Copy every line in the records below that contains the word "linejoin".

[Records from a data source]
___

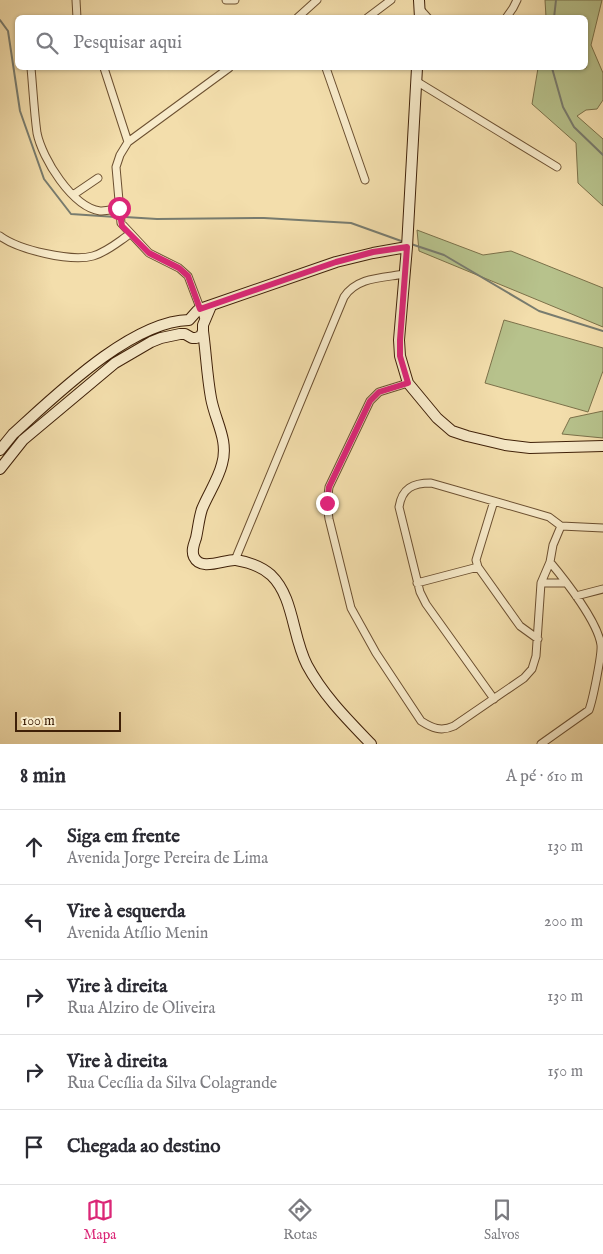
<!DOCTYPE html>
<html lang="pt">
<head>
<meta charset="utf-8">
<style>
  body { margin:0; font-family:"IM FELL English",serif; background:#f7f7f7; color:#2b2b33 }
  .scale { position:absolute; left:15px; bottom:12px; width:106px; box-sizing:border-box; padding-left:5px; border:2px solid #3f2008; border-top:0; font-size:14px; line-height:18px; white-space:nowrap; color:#3f2008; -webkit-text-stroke:4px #f7eac9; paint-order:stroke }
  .stop { position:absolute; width:15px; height:15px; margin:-11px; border:4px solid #db2777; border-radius:50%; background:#fff }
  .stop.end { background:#db2777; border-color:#fff; box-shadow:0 1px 5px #0008 }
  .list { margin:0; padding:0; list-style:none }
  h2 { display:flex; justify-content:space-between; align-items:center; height:65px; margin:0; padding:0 20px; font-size:21px }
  h2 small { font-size:16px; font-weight:400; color:#7c7c81 }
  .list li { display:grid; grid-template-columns:32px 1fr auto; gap:15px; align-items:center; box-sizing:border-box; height:75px; padding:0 20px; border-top:1px solid #e1e1e2 }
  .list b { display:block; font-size:19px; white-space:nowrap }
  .list p { margin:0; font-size:16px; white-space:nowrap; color:#7c7c81 }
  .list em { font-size:16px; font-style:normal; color:#7c7c81 }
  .icon { flex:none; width:28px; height:28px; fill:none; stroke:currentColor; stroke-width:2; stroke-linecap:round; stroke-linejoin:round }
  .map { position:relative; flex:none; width:603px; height:744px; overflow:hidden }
  .search { position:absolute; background:#fff; box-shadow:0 1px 4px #0004; left:15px; right:15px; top:15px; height:55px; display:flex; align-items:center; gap:12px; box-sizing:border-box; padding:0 18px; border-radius:8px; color:#7c7c81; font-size:19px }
  .sheet { height:440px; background:#fff }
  nav { display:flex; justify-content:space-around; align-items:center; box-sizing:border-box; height:70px; border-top:1px solid #e1e1e2; background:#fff; font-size:14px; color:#7c7c81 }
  nav a { display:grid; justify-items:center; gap:2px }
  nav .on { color:#db2777 }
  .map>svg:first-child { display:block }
  .green { fill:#b7c28c; stroke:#7b714a }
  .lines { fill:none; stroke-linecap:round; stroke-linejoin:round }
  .stream { stroke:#787c6f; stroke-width:2 }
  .street-casing { stroke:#6c5031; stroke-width:9 }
  .secondary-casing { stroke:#3f2008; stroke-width:12 }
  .street { stroke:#f7eac9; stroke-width:7 }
  .secondary { stroke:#f7eac9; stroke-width:10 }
  .route { stroke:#db2777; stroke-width:6 }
</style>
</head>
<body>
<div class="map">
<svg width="603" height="744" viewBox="0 0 603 744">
  <rect width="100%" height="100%" fill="#f3deac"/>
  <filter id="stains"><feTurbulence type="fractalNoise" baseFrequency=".004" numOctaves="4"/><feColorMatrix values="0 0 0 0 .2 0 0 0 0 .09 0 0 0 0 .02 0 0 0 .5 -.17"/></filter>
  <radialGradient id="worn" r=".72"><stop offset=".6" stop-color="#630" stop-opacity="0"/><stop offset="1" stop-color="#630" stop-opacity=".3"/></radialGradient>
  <!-- green -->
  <path class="green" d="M545,0h57l-11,45 12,28v27l-6,9 -11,1 -9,6 26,23v67l-25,-23 -2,-40 -44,-39 6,-36h48v-50l-40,-1z
    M417,230l66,25 28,-4 92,37v39l-184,-76z
    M504,320l99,28v23l-15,41 -103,-29z
    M603,411v27l-41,-4 8,-16z"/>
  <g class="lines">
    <!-- stream -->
    <path class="stream" d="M554,18l2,-18
      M0,20l8,11 12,80 24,68 27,35 45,3
      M552,68l11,39 11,20 29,28
      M125,217l32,2 107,-1 87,5 53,19
      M411,244l33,11 95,56 64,20"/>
    <defs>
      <path id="street" d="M76,0l1,18
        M226,0h9
        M420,9l8,9
        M297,18l20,-18
        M367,18l24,-18
        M506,18l7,-10 4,-8
        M31,68c2,21 3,43 6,65 5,25 35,74 63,78 6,0 13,-2 19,-2
        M104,68l24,74
        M326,68l39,112
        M416,81l141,86
        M73,195l25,-17
        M0,236c19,14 71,26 93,20 14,-4 25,-14 37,-22
        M205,321l-17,-45 -9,-8 -30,-15 -28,-30 -5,-56 4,-12 8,-13 101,-74
        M408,383l-29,9 -9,9 -41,86 -2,16 2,16 22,89 25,45 45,68c11,7 20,11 33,5l70,-48 8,-9 4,-13 5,-73 9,-21 3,-17 8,-19
        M494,501l-18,59 2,7 42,59 18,13
        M235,560l109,-263c13,-20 38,-19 61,-23
        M417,583l61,-16
        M541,583h25
        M576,596l27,-7
        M494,699l-68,-95 -6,-12 -21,-85c3,-19 14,-24 32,-24l118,34 12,9 42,2
        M541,744l48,-34c4,-11 13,-56 12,-65 -3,-23 -36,-65 -51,-83"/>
      <path id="secondary" d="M419,0l1,18
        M417,68l-10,179 -8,93 1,16 8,27 29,35 15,13 15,5 38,9 25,3 73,-2
        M211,306l-8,19v6c3,22 4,45 8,67 4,23 18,42 11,66 -4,16 -14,30 -20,45 -3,9 -4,20 -6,29 -2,6 -5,13 -2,19 7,15 31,2 42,3 12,2 26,7 35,15 23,22 21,61 36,90 16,30 40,54 64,79
        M0,450l13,-16c42,-38 118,-113 176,-114l8,-9 3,-2 136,-47 37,-9 34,-6
        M0,469l23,-29 92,-77 36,-21 10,-4 19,-4h5l7,4h4l5,-2 2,-5"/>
    </defs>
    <!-- street casing -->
    <use href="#street" class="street-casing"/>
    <!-- secondary casing -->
    <use href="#secondary" class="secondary-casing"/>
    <!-- street -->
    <use href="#street" class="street"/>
    <!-- secondary -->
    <use href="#secondary" class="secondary"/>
  </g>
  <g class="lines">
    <!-- route -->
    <path class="route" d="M119,208l3,18 27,27 30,15 9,8 12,33 136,-47 37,-10 34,-5 -7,93v16l8,27 -29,9 -9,9 -41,86 -2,16"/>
  </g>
  <rect width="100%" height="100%" filter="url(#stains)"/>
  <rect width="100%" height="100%" fill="url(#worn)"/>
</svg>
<div class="scale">100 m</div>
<div class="stop" style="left:119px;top:208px"></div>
<div class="stop end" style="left:327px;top:503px"></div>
<div class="search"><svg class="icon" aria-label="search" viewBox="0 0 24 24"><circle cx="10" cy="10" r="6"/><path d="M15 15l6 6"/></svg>Pesquisar aqui</div>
</div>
<section class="sheet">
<h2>8 min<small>A pé · 610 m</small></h2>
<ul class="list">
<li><svg class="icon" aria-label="ahead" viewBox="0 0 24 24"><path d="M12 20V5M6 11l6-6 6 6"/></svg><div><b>Siga em frente</b><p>Avenida Jorge Pereira de Lima</p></div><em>130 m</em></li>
<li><svg class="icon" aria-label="left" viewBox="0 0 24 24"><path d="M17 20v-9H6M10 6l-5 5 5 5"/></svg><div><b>Vire à esquerda</b><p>Avenida Atílio Menin</p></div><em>200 m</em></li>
<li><svg class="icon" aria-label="right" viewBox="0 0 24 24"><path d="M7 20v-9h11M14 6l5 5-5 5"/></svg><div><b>Vire à direita</b><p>Rua Alziro de Oliveira</p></div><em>130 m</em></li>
<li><svg class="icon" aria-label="right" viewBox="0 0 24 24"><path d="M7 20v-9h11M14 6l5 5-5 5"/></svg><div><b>Vire à direita</b><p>Rua Cecília da Silva Colagrande</p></div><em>150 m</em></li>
<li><svg class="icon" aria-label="arrive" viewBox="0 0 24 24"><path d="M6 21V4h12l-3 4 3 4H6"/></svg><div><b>Chegada ao destino</b></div></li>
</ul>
</section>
<nav>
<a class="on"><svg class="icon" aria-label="map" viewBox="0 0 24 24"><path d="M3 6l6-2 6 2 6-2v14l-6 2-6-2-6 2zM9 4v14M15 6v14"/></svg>Mapa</a>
<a><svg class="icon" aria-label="directions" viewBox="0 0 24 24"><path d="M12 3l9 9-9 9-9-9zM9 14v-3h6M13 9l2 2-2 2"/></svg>Rotas</a>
<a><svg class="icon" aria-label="saved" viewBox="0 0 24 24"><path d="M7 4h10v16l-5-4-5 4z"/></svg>Salvos</a>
</nav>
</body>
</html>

___

→ **Result of this exercise**
  .icon { flex:none; width:28px; height:28px; fill:none; stroke:currentColor; stroke-width:2; stroke-linecap:round; stroke-linejoin:round }
  .lines { fill:none; stroke-linecap:round; stroke-linejoin:round }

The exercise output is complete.